Vamos desde el blanco marmóreo de Miguel Ángel y sus parientes contemporáneos, los driping de Jackson Pollock, hasta el negro, resumen de todo, color de colores, en las telas de Pierre Soulanges o Hans Hartung. Es el mismo color absoluto que un día ve Mona, dejando de ver objetos, casas, paisajes y personas: “¡Mamá, está todo negro!” exclama la niña con voz ahogada.
Sin abusar de Pablo Picasso, el Pompidou, expone L’ Aubade, obra del pintor malagueño visitado por Mona y Henry. La visión transporta al abuelo a la colección de grabados encargada en su momento por el coleccionista Ambroise Vollard, bajo el título de La obra maestra desconocida, en homenaje al personaje de Balzac, Frenhofer, dispuesto a transgredir las reglas del arte. El asunto va más allá del trompe-l’oeil, superando el límite asignado a la percepción natural; y, en medio del intento, Picasso nunca decepciona; él es la hybris contemporánea que conduce al arte más allá de la naturaleza.

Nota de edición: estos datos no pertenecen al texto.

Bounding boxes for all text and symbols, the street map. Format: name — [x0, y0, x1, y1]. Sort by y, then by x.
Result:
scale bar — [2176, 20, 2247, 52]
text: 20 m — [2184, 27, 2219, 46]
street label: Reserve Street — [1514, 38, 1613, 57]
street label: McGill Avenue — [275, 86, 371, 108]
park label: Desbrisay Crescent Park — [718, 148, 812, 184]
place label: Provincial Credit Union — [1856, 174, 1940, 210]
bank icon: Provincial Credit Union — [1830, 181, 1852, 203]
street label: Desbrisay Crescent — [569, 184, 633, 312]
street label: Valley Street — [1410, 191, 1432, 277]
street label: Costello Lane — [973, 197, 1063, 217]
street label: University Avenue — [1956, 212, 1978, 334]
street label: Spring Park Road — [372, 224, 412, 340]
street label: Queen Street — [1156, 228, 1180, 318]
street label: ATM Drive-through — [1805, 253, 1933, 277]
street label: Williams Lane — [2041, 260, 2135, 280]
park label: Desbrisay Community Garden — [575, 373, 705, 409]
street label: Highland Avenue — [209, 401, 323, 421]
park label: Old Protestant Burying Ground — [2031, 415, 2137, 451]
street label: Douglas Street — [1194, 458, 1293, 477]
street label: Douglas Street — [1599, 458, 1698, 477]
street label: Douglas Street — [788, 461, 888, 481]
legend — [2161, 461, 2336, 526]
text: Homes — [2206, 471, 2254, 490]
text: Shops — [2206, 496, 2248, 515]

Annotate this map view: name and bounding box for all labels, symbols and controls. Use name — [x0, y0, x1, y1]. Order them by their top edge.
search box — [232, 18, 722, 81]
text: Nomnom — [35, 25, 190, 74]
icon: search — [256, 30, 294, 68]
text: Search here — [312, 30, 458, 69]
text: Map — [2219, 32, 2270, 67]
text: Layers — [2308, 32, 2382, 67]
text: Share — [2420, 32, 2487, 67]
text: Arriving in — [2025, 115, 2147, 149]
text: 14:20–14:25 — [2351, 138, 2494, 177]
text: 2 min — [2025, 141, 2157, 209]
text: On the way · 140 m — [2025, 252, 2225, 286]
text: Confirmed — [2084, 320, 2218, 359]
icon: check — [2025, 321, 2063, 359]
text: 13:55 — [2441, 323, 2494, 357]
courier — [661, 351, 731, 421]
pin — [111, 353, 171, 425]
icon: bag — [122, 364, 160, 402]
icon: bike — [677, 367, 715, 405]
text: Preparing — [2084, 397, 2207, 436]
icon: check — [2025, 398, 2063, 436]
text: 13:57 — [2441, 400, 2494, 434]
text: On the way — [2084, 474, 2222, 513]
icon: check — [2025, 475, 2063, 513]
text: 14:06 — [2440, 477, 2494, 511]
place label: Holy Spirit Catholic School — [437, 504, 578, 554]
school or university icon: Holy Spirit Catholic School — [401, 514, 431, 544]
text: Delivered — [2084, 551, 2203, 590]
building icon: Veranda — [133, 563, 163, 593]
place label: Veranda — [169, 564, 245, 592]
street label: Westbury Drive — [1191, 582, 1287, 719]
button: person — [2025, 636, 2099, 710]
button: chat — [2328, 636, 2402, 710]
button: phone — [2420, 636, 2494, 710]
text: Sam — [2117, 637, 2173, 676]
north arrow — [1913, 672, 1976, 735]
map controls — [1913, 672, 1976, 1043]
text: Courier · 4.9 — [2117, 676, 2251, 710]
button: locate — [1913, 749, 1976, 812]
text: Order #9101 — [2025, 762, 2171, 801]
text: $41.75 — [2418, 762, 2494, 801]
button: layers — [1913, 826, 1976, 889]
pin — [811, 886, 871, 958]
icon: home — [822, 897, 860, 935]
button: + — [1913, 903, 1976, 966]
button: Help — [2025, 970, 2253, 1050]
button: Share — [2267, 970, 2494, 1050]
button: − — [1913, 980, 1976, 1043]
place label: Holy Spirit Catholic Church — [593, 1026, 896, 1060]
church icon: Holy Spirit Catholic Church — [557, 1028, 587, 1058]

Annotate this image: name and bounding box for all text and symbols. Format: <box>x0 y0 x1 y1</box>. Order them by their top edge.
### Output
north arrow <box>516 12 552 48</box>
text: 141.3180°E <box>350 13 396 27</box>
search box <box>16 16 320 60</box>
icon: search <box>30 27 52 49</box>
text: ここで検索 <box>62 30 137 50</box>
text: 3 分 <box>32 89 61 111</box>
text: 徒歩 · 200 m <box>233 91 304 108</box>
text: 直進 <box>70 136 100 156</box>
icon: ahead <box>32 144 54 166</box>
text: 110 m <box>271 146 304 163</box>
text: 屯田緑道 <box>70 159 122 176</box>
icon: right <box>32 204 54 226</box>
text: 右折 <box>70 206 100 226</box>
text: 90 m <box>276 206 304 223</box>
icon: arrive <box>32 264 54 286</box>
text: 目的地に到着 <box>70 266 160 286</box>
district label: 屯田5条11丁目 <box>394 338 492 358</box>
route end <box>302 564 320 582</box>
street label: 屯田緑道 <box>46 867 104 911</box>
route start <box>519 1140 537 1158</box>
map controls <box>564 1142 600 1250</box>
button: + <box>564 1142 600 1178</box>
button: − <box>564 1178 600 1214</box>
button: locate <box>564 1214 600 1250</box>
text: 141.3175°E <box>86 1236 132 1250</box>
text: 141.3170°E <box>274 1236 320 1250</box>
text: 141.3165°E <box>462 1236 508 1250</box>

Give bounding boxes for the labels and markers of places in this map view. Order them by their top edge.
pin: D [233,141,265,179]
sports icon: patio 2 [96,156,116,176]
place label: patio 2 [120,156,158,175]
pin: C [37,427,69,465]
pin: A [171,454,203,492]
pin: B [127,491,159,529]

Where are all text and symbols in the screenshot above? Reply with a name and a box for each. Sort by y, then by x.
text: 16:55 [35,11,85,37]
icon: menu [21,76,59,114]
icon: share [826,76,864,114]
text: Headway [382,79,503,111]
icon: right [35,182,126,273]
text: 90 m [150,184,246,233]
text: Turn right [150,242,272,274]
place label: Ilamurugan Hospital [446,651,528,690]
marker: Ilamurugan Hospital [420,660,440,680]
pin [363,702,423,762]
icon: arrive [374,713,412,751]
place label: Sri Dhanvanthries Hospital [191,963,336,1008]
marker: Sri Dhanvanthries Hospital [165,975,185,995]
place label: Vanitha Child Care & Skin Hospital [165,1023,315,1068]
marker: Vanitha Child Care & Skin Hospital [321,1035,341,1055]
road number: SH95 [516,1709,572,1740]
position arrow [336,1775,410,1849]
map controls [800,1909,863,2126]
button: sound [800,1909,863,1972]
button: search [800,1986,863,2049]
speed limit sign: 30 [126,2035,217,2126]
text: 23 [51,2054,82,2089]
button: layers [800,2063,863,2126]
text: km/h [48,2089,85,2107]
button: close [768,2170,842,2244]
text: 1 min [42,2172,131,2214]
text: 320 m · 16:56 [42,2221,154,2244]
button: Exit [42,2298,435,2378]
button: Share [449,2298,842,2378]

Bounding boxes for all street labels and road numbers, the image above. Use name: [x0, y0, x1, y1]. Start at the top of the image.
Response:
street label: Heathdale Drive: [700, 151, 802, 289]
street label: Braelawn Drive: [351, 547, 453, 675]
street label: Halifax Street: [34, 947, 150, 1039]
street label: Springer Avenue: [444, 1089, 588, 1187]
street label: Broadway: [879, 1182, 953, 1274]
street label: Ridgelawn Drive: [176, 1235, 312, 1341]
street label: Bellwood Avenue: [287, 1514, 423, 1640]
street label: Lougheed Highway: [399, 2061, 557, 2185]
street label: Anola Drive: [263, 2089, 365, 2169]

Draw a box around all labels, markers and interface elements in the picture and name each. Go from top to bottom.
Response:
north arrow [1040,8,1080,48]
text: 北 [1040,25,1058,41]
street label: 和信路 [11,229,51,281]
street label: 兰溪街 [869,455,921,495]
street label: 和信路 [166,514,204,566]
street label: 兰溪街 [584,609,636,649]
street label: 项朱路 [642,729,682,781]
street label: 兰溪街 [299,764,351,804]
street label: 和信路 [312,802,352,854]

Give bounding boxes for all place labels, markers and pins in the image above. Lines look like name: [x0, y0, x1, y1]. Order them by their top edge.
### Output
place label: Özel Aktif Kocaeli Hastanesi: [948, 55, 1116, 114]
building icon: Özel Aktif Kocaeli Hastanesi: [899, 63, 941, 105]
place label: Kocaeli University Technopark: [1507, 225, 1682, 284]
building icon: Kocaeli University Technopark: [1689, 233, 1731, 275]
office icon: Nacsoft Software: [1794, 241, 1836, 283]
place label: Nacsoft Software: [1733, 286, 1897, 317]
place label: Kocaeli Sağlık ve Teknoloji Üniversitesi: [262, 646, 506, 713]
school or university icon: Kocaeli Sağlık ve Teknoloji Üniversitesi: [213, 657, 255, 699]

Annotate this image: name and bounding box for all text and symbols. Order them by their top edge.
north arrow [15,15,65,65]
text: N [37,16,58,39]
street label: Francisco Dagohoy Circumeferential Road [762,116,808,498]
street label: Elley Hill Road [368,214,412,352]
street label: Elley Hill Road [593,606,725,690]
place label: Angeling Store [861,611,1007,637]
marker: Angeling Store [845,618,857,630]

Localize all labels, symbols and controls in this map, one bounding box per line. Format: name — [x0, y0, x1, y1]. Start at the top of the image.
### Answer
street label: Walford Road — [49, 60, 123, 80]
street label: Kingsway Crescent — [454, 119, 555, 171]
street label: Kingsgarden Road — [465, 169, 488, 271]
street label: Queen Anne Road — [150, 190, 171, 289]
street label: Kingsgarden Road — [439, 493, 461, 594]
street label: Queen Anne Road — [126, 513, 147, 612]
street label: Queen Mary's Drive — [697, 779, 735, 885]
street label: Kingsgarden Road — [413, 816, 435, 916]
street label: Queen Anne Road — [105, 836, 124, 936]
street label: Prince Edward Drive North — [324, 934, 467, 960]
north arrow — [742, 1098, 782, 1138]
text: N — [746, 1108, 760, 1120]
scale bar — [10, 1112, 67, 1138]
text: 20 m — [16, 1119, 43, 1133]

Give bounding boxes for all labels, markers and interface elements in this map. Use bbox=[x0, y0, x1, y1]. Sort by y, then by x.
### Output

A lo largo del recorrido, el abuelo trata de evitarle a la niña la suntuosidad de los grandes escaparates de la pintura. Le transmite a su nieta el buen gusto contrario al “ensamblaje forzado de maravillas, cuando estas no están bien emparentadas”, en palabras de Paul Valéry, enemigo del exceso. Se detienen ante el puntillismo anticipado de John Dubrow que compone con los actuales pixel; representa la belleza de la materia, la adivinación del lápiz, la poesía de la mirada y el temblor del tiempo. De galería en galería uno puede relacionar a los coleccionistas del Siglo de las Luces (Claudio de Lorena o Valenncienns), que un siglo y medio más tarde, se convierten en Paul Rosenberg o el mismo Vollard, proporcionando la gloría del dinero y de la fama a los Braque, Matisse o Picasso.
Una mañana, la pareja entra en el Museo de Orsay para ver a Edgard Degás, -“el arte es vicio; no te casas con él, sino que lo raptas”- y a sus bailarinas. Resulta tan odioso como fascinante; su misterio solo ha sido desentrañado por poetas que lo amaban como Valéry o Stephane Mallarmé. En la siguiente visita, Mona descubre a Vicent van Gogh, ante el lienzo La iglesia de Auverys-sur-Oise, un azul imposible sobre el que flota una abadía de perfiles curvos. Mona piensa el lienzo mezclado con los días de liturgia obligada y desea que a ella no le falte nunca un sombrero de gasas, zapatos franceses, un collar de piedras sencillas, aretes de cristal y una diadema.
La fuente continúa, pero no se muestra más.